Data excerpts:
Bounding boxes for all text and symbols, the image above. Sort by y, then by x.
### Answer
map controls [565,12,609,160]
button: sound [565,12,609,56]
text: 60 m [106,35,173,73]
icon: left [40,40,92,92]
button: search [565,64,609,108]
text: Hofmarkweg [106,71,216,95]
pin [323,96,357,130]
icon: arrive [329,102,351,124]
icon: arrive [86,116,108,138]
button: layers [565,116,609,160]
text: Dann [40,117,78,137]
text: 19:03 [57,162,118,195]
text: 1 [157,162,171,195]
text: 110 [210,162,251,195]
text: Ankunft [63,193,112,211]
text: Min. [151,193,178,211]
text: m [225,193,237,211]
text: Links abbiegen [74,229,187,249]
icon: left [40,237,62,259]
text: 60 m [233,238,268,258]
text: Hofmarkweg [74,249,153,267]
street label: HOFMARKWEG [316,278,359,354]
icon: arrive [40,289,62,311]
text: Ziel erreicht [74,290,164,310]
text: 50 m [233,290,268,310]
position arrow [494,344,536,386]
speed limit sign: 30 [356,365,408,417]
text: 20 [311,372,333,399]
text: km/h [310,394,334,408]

Work required: Starting from the data above, filter for lines with "button" and copy each one.

Completed exercise:
button: sound [565,12,609,56]
button: search [565,64,609,108]
button: layers [565,116,609,160]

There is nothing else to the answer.